Cette communauté nouvelle, occupant donc un lieu qui pourrait servir à un projet d’aménagement immobilier plus rentable, sucite dans un premier temps la méfiance des pouvoirs publics, qui songent à évacuer et à détruire le M50. Cependant, au début des années 2000, le M50 prend de l’importance au sein de la scène artistique locale, à un moment où certains exemples internationaux, comme le quartier de SOHO à New York, s’imposent à la fois comme modèles de régénération urbaine. Le développement de l’industrie créative, comme mutation de l’économie culturelle vers un secteur tertiaire bénéficiant des nouvelles technologies, suscite de l’intérêt dans une Chine qui entame son processus de désindustrialisation, et donc de mutation économique. Le potentiel de valeur ajoutée que représentent désormais ces espaces industriels, la pression des occupants du M50 et affiliés, et l’attractivité croissante du lieu, poussent les acteurs institutionnels à revoir leur jugement : en 2004, le label Creative Industry Cluster est décerné au M50, qui a dès lors pour vocation de devenir un lieu emblématique de la vie culturelle shanghaïenne,

La 798 Art Zone a suivi un processus de patrimonialisation similaire, dans un espace plus important encore qu’à Shanghai ; il s’agit en effet d’un véritable complexe industriel de 230 000 mètres carrés environ[3], construit dans les années 1950 avec l’expertise de l’Union Soviétique puis de l’Allemagne de l’Est. Cet espace abritait notamment une ancienne usine d’armement, et fut progressivement délaissé au cours des années 1990, puis reconverti en espace créatif à partir des années 2000, avec l’installation de communautés d’artistes dans ces bâtiments alors laissés à l’abandon. Dès 2003, la destruction de quelques immeubles du complexe architectural a suscité l’opposition des populations installées là, qui n’ont alors cessé de militer depuis pour la conservation de ce patrimoine[4]. En avril de la même année, par exemple, les artistes lancent la campagne « Reconstruction 798 », ouvrant au public l’ensemble des studios et galeries le temps d’une journée[5]. À l’aide d’expositions, de performances, la communauté cherche à gagner en visibilité pour attirer l’attention sur le sort de la 798 Art Zone, qui, d’une manière similaire au M50 de Shanghai, s’impose peu à peu comme un quartier culturel incontournable au tournant des années 2010. Aujourd’hui, la 798 Art Zone est présentée comme l’épicentre artistique de la ville, même si des espaces similaires existent désormais en centre ville, à plus petite échelle, comme la 77 Art Gallery à proximité de la Cité Interdite. La 798 Art Zone accueille de plus en plus de grandes galeries internationales, ce qui lui vaut parfois d’être critiquée pour avoir perdu son état d’esprit d’origine, qui prévalait plutôt une singularité culturelle locale[6].
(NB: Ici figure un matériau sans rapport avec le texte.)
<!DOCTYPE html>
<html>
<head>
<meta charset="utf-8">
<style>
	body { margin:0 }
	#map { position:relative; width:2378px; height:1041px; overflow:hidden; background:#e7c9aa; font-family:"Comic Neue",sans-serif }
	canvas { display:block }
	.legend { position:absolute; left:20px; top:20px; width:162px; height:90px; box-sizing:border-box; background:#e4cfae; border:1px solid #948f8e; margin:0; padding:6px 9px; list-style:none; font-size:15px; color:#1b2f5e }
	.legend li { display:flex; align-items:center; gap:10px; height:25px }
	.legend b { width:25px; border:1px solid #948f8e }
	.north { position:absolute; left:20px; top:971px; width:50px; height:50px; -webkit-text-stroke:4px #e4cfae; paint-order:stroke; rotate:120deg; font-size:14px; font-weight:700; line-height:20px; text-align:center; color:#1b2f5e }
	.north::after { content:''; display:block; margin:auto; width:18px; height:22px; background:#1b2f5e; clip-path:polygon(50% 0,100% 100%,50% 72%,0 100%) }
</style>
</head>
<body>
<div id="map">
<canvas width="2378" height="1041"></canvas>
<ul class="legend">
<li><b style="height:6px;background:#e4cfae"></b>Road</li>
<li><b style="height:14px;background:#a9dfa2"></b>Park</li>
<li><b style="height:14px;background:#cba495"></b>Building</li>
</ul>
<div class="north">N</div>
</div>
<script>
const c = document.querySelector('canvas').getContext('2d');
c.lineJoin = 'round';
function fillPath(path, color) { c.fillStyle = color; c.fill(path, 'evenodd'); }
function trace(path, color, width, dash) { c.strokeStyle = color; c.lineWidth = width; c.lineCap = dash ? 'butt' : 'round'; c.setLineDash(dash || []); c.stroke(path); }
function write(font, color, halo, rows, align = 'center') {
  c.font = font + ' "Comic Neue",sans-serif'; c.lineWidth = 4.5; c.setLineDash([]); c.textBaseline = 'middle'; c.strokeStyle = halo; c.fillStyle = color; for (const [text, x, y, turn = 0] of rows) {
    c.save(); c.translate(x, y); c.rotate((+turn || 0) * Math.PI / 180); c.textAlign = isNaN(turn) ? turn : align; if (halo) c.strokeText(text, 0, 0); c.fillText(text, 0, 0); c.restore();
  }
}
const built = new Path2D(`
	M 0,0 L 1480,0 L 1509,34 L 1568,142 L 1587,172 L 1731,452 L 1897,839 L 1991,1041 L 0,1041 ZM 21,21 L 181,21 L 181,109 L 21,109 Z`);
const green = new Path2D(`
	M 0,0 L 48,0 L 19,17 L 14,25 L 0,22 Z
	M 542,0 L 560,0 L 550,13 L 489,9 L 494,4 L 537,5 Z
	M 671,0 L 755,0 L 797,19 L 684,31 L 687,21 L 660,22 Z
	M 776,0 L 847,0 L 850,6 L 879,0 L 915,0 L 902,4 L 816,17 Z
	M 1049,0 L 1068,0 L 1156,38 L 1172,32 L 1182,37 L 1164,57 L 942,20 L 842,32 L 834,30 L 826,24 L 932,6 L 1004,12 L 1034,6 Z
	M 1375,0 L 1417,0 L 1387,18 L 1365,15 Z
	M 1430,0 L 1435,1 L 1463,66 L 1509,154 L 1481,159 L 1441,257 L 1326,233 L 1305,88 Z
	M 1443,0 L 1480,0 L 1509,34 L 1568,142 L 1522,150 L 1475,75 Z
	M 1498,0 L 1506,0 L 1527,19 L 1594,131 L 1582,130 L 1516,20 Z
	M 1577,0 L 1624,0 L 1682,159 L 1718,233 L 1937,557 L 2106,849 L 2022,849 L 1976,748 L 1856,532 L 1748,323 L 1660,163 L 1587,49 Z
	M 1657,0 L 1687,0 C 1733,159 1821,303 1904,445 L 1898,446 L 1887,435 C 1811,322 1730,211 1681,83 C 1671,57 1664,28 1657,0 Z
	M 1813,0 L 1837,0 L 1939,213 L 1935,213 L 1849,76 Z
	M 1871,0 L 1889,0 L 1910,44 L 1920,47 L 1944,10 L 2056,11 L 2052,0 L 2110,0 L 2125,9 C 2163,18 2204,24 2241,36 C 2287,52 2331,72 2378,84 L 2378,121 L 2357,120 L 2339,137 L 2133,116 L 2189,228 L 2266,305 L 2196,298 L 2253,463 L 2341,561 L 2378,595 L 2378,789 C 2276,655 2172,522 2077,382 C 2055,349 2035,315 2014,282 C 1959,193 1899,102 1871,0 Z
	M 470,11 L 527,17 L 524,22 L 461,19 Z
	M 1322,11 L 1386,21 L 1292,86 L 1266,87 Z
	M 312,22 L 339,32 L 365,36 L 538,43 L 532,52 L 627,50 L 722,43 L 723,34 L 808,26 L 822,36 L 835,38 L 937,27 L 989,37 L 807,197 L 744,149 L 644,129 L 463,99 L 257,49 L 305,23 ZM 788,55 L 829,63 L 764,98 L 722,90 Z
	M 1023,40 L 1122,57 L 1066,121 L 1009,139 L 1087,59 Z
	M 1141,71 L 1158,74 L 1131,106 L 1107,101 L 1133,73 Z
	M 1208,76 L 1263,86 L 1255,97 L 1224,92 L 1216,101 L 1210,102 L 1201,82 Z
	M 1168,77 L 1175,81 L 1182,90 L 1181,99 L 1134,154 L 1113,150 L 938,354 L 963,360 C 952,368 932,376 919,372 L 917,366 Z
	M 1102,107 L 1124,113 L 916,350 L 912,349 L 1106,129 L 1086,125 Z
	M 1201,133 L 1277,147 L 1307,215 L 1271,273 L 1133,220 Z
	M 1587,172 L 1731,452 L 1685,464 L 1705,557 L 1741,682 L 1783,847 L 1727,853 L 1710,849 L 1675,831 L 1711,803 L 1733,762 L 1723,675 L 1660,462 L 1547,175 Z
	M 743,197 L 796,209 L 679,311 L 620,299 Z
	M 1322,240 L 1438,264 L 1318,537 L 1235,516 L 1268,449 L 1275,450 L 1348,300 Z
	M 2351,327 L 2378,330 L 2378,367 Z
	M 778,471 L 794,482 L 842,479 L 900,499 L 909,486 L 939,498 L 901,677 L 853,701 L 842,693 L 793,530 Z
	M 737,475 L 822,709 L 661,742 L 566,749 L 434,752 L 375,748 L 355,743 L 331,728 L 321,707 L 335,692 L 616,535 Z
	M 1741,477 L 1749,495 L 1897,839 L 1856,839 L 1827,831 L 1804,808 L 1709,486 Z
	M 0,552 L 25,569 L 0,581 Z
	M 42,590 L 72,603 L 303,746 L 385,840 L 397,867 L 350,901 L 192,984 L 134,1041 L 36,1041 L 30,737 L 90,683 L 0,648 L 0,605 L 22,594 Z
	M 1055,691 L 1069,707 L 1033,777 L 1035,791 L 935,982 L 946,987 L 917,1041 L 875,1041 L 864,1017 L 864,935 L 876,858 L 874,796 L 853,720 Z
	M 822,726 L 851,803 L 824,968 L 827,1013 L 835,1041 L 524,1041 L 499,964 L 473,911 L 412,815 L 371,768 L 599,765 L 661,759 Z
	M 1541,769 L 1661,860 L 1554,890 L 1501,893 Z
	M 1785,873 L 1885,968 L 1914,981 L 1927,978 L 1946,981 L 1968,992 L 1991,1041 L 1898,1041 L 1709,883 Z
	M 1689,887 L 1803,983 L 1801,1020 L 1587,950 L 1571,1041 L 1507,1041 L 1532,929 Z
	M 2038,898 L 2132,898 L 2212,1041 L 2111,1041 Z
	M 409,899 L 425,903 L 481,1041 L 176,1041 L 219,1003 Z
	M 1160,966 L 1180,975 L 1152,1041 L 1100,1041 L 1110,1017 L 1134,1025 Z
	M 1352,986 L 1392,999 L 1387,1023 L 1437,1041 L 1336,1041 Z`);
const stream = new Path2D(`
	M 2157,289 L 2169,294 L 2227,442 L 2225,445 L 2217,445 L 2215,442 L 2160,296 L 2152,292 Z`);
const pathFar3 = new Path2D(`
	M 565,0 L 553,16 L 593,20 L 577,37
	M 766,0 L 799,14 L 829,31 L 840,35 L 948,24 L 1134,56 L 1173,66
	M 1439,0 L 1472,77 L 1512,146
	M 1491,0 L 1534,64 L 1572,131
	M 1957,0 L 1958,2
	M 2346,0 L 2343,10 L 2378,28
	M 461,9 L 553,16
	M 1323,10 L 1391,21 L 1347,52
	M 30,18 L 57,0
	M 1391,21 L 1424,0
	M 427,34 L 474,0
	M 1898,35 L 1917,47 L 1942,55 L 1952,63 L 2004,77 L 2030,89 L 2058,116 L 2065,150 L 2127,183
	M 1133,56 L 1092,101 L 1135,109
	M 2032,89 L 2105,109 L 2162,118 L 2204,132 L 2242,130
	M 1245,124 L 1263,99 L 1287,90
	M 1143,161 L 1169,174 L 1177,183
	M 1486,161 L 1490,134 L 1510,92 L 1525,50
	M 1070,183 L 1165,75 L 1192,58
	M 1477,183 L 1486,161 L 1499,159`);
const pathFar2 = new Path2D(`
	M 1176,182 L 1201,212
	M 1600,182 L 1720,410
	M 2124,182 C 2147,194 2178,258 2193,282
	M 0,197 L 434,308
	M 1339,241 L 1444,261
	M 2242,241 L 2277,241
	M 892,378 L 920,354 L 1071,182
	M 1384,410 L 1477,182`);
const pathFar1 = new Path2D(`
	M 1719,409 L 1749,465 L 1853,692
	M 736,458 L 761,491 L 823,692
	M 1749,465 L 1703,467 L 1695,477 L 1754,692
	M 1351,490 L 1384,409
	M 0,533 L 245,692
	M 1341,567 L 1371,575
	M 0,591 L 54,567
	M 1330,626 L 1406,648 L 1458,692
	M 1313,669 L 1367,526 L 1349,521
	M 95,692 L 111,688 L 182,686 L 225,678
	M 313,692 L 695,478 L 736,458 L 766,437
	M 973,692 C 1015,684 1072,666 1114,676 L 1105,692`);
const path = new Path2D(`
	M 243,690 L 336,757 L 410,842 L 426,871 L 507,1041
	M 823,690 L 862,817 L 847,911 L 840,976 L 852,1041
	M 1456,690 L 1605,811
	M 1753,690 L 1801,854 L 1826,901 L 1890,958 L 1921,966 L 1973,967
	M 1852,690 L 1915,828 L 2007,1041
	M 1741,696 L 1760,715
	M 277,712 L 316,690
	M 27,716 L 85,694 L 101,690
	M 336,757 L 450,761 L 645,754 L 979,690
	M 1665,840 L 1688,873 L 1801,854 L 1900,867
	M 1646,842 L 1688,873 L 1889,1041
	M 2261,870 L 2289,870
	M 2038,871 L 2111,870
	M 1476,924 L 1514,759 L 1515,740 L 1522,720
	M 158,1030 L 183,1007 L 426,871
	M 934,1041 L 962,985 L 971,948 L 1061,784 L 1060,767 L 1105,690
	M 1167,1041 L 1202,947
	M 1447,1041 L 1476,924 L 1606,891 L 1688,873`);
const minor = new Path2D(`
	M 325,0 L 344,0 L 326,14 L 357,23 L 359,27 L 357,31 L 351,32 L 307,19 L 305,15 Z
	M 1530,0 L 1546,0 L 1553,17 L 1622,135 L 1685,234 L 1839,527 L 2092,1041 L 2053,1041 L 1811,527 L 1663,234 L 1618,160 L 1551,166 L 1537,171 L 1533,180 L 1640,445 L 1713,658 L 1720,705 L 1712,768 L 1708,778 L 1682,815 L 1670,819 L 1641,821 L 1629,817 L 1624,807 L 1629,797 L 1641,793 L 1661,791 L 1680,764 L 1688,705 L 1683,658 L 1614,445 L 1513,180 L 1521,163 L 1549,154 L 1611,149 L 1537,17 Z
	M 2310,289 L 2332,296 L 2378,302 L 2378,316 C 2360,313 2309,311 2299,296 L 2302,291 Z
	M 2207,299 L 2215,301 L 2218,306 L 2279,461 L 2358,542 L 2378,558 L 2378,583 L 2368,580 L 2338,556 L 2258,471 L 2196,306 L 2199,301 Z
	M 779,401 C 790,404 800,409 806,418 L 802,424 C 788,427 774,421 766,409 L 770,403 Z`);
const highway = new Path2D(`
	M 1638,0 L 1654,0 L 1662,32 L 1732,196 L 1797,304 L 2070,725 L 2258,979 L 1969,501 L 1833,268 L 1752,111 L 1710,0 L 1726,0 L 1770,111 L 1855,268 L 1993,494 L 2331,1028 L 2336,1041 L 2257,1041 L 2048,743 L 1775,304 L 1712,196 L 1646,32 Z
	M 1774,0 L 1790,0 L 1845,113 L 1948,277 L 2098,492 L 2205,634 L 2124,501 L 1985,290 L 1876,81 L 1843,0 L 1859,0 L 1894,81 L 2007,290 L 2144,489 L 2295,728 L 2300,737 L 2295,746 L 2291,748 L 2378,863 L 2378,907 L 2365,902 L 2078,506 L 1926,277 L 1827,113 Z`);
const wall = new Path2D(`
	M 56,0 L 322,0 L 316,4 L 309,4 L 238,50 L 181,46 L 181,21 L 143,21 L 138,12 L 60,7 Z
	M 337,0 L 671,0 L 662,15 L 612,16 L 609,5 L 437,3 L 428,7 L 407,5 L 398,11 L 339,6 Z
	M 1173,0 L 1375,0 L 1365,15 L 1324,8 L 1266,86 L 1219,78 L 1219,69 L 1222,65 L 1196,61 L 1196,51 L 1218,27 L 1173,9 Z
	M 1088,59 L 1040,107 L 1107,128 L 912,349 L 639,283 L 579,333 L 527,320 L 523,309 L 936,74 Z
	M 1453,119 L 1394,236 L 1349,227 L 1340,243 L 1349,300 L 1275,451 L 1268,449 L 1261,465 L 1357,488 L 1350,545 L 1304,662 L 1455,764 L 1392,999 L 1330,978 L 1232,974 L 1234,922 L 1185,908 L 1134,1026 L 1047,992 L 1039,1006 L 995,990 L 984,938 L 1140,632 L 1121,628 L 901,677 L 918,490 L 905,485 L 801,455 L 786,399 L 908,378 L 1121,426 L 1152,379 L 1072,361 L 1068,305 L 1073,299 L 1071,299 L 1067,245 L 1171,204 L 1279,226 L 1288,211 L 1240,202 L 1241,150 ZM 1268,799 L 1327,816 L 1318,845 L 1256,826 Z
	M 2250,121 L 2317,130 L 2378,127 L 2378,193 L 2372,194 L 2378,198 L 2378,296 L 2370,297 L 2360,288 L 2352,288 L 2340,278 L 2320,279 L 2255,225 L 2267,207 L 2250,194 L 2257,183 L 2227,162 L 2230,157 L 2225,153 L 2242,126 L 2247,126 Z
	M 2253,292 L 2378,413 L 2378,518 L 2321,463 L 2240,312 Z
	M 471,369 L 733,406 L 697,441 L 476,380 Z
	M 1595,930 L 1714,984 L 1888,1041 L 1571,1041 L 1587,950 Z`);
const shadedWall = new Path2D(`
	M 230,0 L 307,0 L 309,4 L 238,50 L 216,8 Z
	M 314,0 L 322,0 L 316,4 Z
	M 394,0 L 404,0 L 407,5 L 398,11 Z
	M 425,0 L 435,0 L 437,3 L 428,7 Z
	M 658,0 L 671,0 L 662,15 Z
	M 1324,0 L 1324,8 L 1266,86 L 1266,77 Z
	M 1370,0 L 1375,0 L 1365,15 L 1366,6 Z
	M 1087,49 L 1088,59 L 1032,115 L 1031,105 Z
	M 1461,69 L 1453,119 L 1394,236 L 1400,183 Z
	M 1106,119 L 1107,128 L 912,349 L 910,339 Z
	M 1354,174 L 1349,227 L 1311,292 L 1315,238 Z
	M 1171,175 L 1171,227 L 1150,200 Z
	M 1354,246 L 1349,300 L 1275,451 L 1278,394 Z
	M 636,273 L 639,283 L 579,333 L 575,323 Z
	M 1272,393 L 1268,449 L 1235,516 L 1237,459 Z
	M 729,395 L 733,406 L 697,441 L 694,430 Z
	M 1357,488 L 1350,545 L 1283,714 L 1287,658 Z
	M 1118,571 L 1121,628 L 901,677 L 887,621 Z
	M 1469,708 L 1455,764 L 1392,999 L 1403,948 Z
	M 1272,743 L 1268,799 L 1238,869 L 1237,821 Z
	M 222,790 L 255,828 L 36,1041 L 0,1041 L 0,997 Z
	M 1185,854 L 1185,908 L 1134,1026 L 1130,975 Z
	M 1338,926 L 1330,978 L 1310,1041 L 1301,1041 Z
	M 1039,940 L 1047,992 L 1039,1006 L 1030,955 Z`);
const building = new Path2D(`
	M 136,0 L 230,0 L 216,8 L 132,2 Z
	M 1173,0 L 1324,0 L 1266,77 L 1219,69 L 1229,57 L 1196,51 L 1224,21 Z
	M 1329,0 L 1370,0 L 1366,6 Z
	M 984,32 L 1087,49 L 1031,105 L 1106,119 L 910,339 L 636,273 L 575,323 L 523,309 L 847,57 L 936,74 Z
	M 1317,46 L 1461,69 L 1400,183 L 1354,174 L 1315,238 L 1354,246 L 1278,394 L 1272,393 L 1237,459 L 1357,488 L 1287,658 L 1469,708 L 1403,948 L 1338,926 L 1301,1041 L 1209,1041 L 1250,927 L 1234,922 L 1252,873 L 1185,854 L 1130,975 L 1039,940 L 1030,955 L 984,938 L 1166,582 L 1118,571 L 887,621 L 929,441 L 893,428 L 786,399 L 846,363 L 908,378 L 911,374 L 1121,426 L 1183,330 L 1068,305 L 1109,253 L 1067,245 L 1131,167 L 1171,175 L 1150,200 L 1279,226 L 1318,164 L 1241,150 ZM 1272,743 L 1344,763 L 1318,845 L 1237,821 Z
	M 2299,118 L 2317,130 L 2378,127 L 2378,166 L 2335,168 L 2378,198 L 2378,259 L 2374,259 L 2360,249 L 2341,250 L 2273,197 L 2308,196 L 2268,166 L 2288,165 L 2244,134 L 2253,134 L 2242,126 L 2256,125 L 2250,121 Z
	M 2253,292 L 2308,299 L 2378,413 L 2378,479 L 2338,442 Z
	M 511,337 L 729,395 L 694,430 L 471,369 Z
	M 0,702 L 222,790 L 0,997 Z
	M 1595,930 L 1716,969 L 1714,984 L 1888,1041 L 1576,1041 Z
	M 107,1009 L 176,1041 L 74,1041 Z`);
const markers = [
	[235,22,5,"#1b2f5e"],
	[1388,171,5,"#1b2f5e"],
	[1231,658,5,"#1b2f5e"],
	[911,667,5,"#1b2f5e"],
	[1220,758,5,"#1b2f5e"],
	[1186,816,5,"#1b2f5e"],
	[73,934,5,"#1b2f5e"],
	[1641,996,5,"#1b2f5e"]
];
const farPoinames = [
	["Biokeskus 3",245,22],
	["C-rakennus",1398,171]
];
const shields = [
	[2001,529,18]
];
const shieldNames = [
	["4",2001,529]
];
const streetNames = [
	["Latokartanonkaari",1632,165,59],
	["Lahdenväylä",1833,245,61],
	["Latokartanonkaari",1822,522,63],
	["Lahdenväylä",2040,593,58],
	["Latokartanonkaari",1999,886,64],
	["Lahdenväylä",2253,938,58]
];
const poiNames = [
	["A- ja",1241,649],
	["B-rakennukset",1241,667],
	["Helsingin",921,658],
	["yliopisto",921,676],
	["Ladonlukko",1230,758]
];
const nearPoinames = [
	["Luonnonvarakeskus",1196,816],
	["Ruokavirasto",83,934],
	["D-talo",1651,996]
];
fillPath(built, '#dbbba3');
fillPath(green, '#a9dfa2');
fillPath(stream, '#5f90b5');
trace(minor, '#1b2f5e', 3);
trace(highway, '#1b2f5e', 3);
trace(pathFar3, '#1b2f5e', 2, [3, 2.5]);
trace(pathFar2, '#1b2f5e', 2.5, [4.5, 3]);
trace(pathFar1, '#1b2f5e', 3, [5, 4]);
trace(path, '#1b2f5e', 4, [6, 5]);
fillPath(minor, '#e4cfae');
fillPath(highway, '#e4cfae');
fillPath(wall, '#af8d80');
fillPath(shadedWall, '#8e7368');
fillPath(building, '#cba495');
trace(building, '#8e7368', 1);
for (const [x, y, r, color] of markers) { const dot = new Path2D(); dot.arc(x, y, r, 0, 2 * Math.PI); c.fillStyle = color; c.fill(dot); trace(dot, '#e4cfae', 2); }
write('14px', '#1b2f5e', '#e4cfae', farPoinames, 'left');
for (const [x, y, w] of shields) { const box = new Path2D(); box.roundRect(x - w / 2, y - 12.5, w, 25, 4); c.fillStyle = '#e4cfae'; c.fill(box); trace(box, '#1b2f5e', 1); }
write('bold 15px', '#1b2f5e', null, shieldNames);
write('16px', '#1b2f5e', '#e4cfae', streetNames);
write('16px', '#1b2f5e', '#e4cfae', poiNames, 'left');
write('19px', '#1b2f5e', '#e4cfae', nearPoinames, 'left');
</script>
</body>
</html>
A Shanghai comme à Pékin, les deux espaces mettent en avant l’esthétique industrielle avec un jeu sur les matériaux de béton et de métal, les structures de construction apparentes, et des cours, des escaliers, des pièces encore désaffectés. À l’entrée de chacune des deux zones, les murs sont peints de graffitis colorés. Comme à Berlin, ou encore à Turin, street-art et rénovation industrielle vont souvent de pair. Les graffitis apportent de la couleur aux usines et entrepôts, rappellent une appartenance à la culture alternative urbaine, et revendiquent une occupation — relativement — spontanée de l’espace ; autant d’éléments qui participent à façonner cette esthétique aujourd’hui tant recherchée, et promue comme élément touristique et culturel incontournable. En effet, la 798 Art Zone comme le M50 sont recommandés par les guides touristiques, et l’on y croise une population mixte composée à la fois de locaux, d’expatriés et de touristes chinois ou étrangers. Chacun des deux espaces est présenté comme une visite insolite et alternative, permettant de sortir du circuit classique valorisant plutôt le patrimoine impérial et la vieille ville dans le cas de Pékin, le Bund et les Concessions Françaises dans le cas de Shanghai.

Street-art et vestiges industriels, M50, Shanghai ©Helena Roux, 2019

En réalité, les projets actuels de valorisation des sites industriels bénéficient pleinement au couple pouvoirs publics et promoteurs immobiliers, qui en ont bien saisi la dimension lucrative : intégrer directement une productivité tertiaire et post-industrielle dans un espace attractif culturellement.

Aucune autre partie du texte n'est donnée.